Fran was wearing her black and yellow tee-shirt which she jokingly referred to as her "Wasp Outfit" but actually she performs more like a honey bee. Workmanlike and sure in her bass playing with a honey voice which can change to a powerful urgency in a moment. I could also see many eyes focused on Mike’s guitar playing which is so rooted in the acoustic finger picking style of the Delta blues greats but also uses the rhythmic foot tapping power of a modern Steve Cropper.

This duo are becoming very popular as noted by the number of musicians and venue promoters who had dropped by to catch them. Fran and Mike took me on a musical journey that I didn't want to end.
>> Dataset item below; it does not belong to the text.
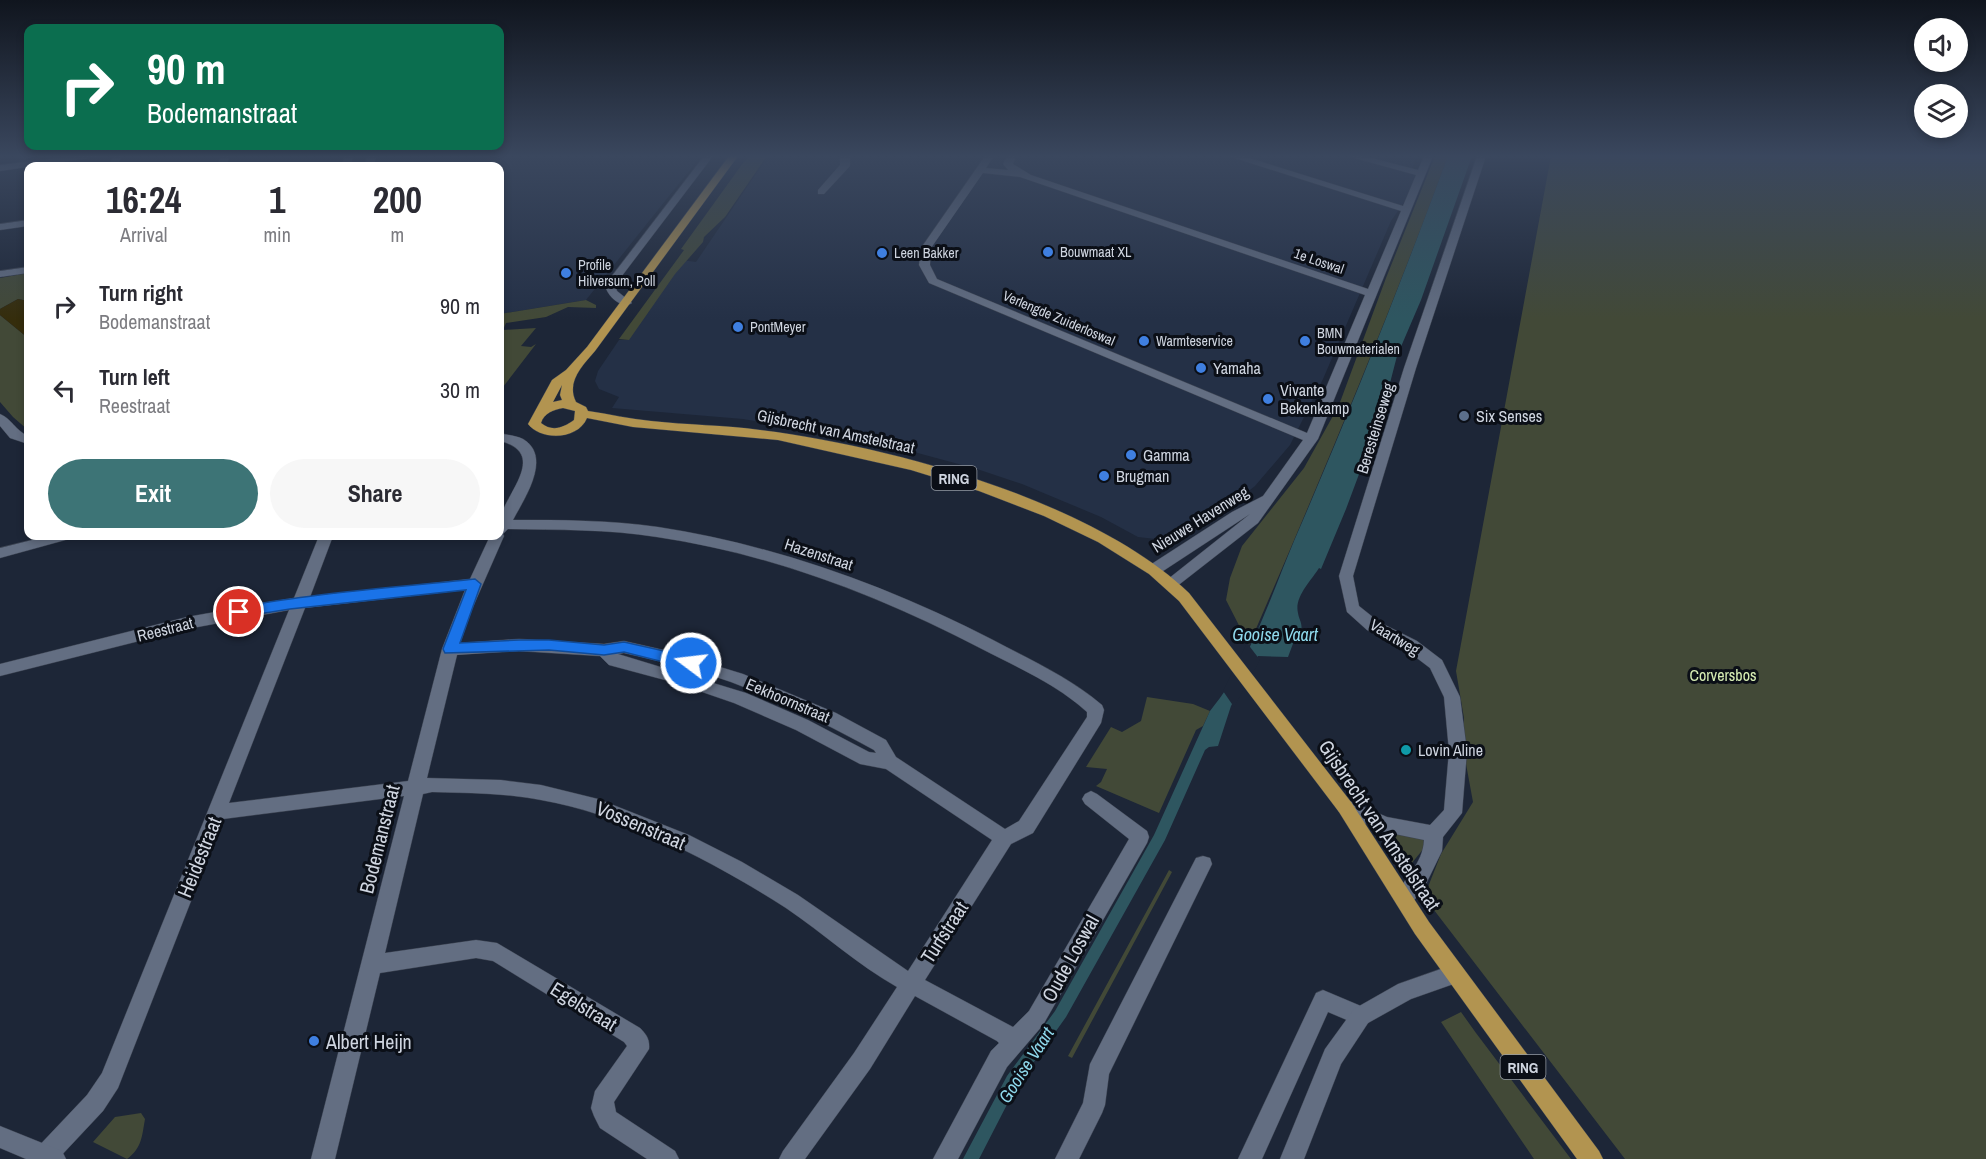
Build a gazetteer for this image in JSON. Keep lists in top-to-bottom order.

I'll be looking out for their next gig.

Connie O'Connor – Blues in Britain Magazine

Review - Bluesnights @ Dorchester Arts Centre 6th March 2010

from Blues in Britain Magazine

This was a first time visit to Bluesnights for this very talented duo who regaled us with a rich eclectic mix of classic blues, soul and jazz, plus four of their own compositions! Mike used three guitars, two vintage - a Gibson J45 and a Gibson ESI 25 -plus a Chinese-built resonator. Fran played a Fender Jazz bass plus a flute. though her main instrument is her exquisite voice with which she leads in the vocals department. Think Bonnie Raitt meets Rory Block and you get some idea of the quality and range.

A relatively laid-back first set included Louis Armstrong's "Hear Me Talkin' To Ya". probably via Ella Fitzgerald's version. On Mississippi John Hurt's "Make Me A Pallet" they got into a groove with nice bass lines and a well picked guitar solo. One of their own compositions is titled "Researching The Blues" with which they have developed a very interesting idea of looking into the history of blues songs. They then followed with a very crisp arrangement of Little Walters "Blues With A Feeling" with sharp chops on the guitar and busy bass lines - very well done! They ended this set with an up tempo feisty take on Robert Johnson's "Walkin' Blues" - quite powerful and impressive!

The second set began with Big Mama Thornton's "Unlucky Girl'', a rocking blues that was beautifully executed. Then they came up with the goods on Willie Dixon's "Spoonful", played with a slow reverb and plenty of passion, which went down extremely well. The Jimmy Rushing/Count Basie song "I'm Going To Chicago" was very smooth flowing with lovely guitar licks and the bass driving the rhythm. Throughout the evening Mike's slide playing was excellent with just the right amount injected where it fitted best. They performed a melodic version of Leadbelly's "Midnight Special" with harmony vocals on the chorus. There was a good run of songs by female artists - Ella James. Memphis Minnie and Ella Fitzgerald - to whet the appetite and which were greatly appreciated by the crowd. There is always a bit of the 'unknown quantity' factor with an act's first time visit, not knowing what to expect, but these two came across as warm, witty and passionate about their music and won the crowd over particularly on the strength of their musicianship which was exemplary.

They played two encores. Willie Nelson's "Night Life" was beautifully expressive, especially the vocals. "Sitting On Top Of The World" followed; that was simply great r & b. If there were any justice in the fickle world of UK blues and roots music, Burke and McGillivray would by now be household names. With more arts centre style exposure, that prospect can't be too far away.

A thoroughly enjoyable evening - one which will be repeated in the not too distant future.